Search the material for the string "service", then return every line where it is found.
──────── Data extract ────────
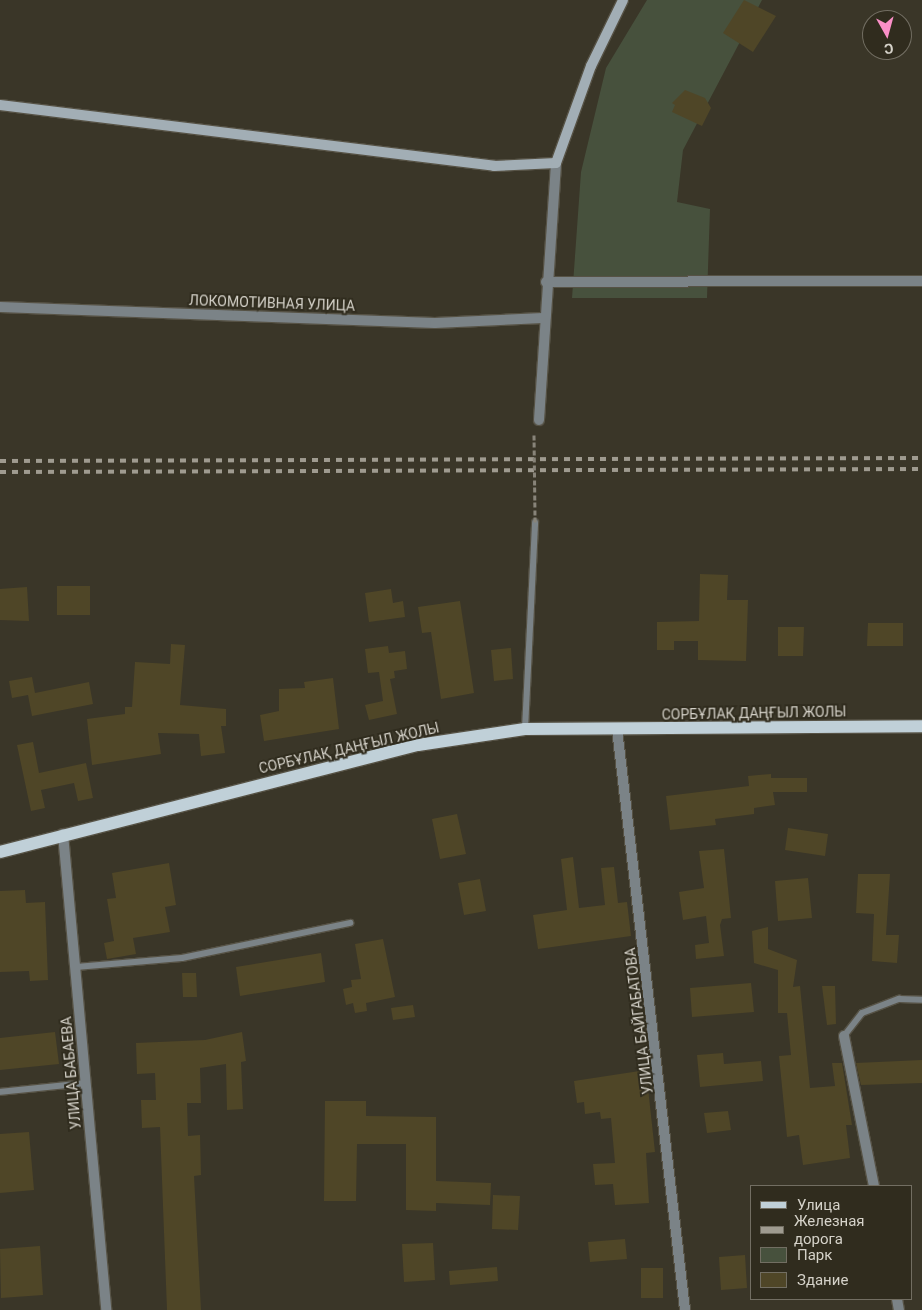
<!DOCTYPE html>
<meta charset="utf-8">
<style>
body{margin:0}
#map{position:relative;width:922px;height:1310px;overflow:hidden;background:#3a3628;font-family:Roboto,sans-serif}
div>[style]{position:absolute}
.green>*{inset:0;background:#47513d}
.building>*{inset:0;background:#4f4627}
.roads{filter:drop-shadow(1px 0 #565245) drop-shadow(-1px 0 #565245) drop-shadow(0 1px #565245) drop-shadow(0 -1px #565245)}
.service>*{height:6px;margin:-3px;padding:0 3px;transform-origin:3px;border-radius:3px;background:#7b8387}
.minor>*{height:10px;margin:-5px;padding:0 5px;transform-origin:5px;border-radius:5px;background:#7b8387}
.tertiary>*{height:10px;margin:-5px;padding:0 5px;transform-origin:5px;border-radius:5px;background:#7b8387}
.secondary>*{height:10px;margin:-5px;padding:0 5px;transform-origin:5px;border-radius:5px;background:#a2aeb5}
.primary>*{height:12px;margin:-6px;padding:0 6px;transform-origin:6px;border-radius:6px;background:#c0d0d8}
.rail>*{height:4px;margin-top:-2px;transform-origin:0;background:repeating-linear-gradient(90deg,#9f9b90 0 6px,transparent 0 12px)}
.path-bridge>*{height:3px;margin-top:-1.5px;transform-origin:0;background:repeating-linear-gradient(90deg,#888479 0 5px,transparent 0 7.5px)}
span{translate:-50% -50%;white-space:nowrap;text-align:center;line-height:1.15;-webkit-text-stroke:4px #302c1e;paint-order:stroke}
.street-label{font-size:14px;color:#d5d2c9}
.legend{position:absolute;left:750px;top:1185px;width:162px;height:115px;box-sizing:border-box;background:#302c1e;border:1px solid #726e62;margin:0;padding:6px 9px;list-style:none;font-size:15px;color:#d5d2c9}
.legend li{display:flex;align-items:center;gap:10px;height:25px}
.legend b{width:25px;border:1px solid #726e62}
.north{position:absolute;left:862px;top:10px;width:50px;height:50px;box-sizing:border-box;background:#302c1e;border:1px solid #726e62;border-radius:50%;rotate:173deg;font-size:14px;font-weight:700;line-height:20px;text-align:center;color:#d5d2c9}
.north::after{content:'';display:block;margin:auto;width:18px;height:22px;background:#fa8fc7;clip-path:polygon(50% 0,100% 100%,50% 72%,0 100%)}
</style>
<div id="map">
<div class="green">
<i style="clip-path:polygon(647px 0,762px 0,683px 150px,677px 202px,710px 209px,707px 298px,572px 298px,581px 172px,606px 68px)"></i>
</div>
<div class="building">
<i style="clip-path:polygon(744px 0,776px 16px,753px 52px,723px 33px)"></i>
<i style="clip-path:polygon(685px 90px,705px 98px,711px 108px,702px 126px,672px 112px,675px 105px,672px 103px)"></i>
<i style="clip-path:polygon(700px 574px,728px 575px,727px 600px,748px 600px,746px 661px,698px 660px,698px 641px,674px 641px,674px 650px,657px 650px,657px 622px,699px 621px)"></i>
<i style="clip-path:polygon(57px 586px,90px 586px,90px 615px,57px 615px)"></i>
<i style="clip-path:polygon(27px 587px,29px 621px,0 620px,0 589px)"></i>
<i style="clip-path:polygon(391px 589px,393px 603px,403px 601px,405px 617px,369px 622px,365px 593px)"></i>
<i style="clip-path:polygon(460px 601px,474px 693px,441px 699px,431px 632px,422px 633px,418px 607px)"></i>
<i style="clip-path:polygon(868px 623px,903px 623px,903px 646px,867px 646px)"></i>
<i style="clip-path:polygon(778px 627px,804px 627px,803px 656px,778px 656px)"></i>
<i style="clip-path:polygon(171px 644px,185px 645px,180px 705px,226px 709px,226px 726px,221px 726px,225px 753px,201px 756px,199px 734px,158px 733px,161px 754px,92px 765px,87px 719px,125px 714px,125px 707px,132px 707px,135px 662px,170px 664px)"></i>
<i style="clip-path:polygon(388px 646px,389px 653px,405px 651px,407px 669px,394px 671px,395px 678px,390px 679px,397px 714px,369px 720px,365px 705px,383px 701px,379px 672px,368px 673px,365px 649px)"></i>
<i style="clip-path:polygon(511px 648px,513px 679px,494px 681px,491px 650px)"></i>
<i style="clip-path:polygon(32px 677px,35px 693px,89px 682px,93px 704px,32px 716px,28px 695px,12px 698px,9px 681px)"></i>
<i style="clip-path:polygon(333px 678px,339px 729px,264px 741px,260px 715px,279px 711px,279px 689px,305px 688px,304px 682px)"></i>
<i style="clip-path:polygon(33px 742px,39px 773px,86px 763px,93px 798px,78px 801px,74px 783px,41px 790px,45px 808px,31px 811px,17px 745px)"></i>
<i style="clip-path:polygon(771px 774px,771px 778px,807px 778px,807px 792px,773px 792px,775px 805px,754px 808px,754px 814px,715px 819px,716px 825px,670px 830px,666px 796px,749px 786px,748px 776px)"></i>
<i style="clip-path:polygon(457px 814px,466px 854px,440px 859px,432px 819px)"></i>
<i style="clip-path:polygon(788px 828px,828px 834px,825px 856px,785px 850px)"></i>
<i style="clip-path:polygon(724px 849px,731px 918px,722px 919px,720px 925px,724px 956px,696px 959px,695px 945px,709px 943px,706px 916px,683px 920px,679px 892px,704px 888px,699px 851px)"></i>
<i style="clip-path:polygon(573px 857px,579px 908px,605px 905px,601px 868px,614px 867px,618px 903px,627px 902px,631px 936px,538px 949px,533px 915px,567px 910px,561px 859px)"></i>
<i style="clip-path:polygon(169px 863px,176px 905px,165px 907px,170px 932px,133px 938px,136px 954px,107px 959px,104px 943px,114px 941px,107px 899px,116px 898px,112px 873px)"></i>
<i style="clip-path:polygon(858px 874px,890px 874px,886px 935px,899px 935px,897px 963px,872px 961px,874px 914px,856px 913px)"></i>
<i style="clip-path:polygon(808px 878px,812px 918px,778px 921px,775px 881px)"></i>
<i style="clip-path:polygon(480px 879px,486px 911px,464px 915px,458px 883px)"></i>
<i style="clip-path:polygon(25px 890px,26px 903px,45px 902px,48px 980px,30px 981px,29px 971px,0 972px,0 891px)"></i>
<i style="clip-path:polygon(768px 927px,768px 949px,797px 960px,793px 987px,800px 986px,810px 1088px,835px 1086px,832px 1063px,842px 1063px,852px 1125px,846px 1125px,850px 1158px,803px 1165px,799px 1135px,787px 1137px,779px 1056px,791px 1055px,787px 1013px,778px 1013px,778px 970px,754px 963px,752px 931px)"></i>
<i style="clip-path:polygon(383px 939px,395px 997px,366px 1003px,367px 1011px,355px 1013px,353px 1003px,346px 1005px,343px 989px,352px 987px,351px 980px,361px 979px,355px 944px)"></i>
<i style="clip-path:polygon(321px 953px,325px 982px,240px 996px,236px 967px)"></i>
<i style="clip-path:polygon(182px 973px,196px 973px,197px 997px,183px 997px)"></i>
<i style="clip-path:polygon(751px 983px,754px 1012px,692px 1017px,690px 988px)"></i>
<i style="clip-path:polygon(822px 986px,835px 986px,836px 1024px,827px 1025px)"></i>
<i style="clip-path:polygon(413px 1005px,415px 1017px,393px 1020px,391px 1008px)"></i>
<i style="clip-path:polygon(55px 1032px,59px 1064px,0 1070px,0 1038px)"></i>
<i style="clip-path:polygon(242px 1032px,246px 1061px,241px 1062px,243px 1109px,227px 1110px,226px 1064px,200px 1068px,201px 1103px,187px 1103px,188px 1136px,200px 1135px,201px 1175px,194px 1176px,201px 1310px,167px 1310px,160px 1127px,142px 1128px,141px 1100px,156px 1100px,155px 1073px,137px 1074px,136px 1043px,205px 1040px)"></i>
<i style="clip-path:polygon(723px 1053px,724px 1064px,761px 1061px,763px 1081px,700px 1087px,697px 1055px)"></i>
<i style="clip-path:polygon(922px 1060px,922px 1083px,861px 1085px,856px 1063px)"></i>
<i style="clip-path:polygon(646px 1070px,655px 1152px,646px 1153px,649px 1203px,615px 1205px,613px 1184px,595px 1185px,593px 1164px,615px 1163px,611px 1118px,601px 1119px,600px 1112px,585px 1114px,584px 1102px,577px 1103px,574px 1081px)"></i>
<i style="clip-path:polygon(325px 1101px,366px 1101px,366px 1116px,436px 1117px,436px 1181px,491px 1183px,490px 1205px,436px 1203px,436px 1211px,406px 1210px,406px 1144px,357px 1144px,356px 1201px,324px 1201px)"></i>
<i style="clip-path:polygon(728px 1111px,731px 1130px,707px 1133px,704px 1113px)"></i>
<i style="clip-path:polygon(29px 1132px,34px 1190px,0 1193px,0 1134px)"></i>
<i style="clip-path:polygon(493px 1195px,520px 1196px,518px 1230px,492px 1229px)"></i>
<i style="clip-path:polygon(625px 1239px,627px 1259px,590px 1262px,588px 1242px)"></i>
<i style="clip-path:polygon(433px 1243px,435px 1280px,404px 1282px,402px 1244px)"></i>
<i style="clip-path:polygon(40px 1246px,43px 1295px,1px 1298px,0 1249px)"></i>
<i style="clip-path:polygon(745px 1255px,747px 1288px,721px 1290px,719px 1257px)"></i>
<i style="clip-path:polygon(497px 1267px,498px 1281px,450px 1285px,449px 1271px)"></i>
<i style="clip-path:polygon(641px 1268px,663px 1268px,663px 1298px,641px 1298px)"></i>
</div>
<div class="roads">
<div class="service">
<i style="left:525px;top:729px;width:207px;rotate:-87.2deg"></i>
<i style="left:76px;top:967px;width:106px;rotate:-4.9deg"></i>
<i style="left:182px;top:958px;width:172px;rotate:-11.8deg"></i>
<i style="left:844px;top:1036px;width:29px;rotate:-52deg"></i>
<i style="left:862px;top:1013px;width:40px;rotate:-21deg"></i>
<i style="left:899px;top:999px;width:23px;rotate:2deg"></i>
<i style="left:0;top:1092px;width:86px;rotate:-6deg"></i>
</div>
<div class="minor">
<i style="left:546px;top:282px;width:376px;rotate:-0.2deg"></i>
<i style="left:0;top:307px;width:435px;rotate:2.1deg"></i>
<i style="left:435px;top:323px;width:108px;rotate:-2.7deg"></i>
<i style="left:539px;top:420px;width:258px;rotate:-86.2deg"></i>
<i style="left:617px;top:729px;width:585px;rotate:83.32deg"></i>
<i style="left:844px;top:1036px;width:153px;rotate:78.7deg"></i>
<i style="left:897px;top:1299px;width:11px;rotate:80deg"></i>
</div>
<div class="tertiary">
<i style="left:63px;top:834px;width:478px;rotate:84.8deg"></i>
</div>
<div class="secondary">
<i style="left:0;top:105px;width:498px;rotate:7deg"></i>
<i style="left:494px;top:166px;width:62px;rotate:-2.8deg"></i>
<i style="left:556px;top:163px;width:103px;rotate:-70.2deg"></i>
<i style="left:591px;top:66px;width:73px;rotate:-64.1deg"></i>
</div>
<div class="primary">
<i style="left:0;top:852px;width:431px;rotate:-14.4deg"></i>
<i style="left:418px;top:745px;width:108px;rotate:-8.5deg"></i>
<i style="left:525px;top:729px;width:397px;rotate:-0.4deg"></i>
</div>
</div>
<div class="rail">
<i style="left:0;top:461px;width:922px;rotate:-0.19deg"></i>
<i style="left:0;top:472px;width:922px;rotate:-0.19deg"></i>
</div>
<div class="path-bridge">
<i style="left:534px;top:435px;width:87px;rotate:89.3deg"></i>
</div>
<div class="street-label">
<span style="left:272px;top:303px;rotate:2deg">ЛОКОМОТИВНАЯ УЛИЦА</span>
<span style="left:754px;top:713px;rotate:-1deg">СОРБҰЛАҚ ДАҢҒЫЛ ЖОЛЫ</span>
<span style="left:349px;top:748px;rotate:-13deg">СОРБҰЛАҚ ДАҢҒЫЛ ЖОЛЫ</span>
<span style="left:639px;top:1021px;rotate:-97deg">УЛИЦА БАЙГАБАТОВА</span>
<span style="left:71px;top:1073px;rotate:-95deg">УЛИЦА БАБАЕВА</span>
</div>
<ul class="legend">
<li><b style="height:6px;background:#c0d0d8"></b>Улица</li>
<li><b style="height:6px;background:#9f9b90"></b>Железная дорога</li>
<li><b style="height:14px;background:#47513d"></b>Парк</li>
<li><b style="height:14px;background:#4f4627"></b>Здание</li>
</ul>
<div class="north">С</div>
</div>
────────
Exercise answer >>
.service>*{height:6px;margin:-3px;padding:0 3px;transform-origin:3px;border-radius:3px;background:#7b8387}
<div class="service">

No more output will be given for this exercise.